Activity
Write out the lines from the top of the material through the line with "translate:-50% -50%; white-space:nowrap;", exactly and with nothing added.
*** Block opens ***
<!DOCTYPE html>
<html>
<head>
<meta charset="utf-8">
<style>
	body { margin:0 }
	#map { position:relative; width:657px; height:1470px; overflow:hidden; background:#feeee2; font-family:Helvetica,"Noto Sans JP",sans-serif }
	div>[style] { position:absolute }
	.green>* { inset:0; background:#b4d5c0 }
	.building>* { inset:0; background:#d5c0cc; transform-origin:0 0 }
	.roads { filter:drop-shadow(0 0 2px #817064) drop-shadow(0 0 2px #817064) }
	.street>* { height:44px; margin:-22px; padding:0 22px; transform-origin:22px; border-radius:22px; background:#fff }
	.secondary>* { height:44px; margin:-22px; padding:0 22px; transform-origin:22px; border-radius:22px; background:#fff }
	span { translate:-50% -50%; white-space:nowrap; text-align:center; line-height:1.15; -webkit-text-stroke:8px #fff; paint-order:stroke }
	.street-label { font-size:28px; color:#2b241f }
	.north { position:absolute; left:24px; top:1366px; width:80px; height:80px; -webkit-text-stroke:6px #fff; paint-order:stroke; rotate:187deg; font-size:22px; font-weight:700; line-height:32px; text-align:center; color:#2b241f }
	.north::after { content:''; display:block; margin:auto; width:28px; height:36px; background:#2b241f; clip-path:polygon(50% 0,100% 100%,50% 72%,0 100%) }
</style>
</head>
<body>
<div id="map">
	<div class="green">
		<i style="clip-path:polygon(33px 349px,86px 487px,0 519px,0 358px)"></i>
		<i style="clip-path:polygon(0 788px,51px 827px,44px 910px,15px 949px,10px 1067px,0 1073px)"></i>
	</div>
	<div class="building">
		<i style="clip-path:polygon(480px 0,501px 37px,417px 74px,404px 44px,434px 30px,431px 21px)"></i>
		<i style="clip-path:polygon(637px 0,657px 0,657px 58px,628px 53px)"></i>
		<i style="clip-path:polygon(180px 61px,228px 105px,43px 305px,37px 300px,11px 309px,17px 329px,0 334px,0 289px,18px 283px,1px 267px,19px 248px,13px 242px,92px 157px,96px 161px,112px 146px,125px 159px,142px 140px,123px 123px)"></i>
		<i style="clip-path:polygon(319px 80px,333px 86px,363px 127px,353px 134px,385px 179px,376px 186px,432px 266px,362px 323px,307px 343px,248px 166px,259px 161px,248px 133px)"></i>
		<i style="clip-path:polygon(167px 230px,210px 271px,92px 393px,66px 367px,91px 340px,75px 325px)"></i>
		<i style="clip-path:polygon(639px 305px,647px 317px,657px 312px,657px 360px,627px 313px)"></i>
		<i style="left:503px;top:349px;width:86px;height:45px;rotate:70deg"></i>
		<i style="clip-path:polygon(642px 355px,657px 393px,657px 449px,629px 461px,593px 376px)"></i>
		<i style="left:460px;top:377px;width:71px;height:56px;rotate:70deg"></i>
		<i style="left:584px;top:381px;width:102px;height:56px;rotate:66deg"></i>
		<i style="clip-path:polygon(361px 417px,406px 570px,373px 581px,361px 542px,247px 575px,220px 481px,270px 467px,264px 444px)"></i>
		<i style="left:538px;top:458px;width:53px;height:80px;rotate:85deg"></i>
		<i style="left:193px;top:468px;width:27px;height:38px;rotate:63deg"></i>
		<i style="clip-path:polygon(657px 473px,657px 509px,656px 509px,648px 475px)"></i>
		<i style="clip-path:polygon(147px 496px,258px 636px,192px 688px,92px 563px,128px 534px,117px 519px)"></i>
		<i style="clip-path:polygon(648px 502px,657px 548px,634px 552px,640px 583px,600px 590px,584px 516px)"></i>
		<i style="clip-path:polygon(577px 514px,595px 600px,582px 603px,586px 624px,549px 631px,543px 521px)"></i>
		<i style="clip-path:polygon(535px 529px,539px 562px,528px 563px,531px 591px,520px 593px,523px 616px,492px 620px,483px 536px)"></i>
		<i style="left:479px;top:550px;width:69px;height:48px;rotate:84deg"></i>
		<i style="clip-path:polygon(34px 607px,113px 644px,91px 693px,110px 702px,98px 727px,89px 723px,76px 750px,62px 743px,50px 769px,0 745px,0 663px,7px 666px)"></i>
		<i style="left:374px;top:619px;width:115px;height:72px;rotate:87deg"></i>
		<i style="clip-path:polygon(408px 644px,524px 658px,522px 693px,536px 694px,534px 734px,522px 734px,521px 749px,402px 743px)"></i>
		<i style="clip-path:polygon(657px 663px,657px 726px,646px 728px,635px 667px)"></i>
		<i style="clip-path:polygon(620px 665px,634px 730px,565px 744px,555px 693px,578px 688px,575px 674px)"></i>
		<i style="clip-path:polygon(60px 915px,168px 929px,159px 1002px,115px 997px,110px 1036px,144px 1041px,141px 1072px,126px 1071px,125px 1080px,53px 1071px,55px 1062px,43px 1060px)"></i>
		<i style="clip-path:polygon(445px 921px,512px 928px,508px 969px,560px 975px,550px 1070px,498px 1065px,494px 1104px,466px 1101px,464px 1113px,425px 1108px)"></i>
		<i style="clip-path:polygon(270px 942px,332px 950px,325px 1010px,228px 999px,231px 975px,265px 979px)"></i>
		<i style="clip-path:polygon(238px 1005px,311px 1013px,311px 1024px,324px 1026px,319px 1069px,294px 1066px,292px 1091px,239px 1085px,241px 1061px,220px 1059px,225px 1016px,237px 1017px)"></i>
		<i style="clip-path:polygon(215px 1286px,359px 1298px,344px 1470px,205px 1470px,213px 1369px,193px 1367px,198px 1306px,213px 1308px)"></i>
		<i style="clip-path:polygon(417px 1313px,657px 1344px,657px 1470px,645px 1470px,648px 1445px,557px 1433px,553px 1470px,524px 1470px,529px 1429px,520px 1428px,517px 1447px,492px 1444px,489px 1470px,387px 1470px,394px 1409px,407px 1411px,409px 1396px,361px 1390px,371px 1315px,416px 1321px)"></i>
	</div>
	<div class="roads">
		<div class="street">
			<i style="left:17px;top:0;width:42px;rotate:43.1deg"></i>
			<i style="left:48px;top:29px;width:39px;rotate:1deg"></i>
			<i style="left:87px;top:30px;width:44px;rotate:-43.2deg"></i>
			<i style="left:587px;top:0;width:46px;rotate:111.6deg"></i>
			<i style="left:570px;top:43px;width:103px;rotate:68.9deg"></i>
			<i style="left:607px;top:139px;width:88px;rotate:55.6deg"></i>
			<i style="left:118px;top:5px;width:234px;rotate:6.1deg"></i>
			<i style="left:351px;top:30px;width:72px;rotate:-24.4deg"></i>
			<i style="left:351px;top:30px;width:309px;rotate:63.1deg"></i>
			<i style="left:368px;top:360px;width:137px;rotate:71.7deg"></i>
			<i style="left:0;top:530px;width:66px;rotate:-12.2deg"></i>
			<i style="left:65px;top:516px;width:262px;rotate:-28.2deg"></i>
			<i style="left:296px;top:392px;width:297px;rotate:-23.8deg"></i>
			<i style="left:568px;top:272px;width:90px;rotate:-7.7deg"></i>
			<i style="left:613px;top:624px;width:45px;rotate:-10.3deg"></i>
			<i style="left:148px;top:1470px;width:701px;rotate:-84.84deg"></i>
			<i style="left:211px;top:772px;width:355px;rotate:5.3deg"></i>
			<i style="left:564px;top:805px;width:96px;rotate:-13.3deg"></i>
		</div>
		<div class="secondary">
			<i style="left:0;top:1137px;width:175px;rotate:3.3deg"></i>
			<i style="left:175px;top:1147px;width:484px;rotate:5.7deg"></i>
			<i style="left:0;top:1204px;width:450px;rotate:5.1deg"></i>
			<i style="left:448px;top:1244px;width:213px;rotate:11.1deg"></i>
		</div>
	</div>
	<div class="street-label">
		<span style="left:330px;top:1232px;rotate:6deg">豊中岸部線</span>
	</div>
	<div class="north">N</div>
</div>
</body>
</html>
*** Block closes ***
Completed exercise
<!DOCTYPE html>
<html>
<head>
<meta charset="utf-8">
<style>
	body { margin:0 }
	#map { position:relative; width:657px; height:1470px; overflow:hidden; background:#feeee2; font-family:Helvetica,"Noto Sans JP",sans-serif }
	div>[style] { position:absolute }
	.green>* { inset:0; background:#b4d5c0 }
	.building>* { inset:0; background:#d5c0cc; transform-origin:0 0 }
	.roads { filter:drop-shadow(0 0 2px #817064) drop-shadow(0 0 2px #817064) }
	.street>* { height:44px; margin:-22px; padding:0 22px; transform-origin:22px; border-radius:22px; background:#fff }
	.secondary>* { height:44px; margin:-22px; padding:0 22px; transform-origin:22px; border-radius:22px; background:#fff }
	span { translate:-50% -50%; white-space:nowrap; text-align:center; line-height:1.15; -webkit-text-stroke:8px #fff; paint-order:stroke }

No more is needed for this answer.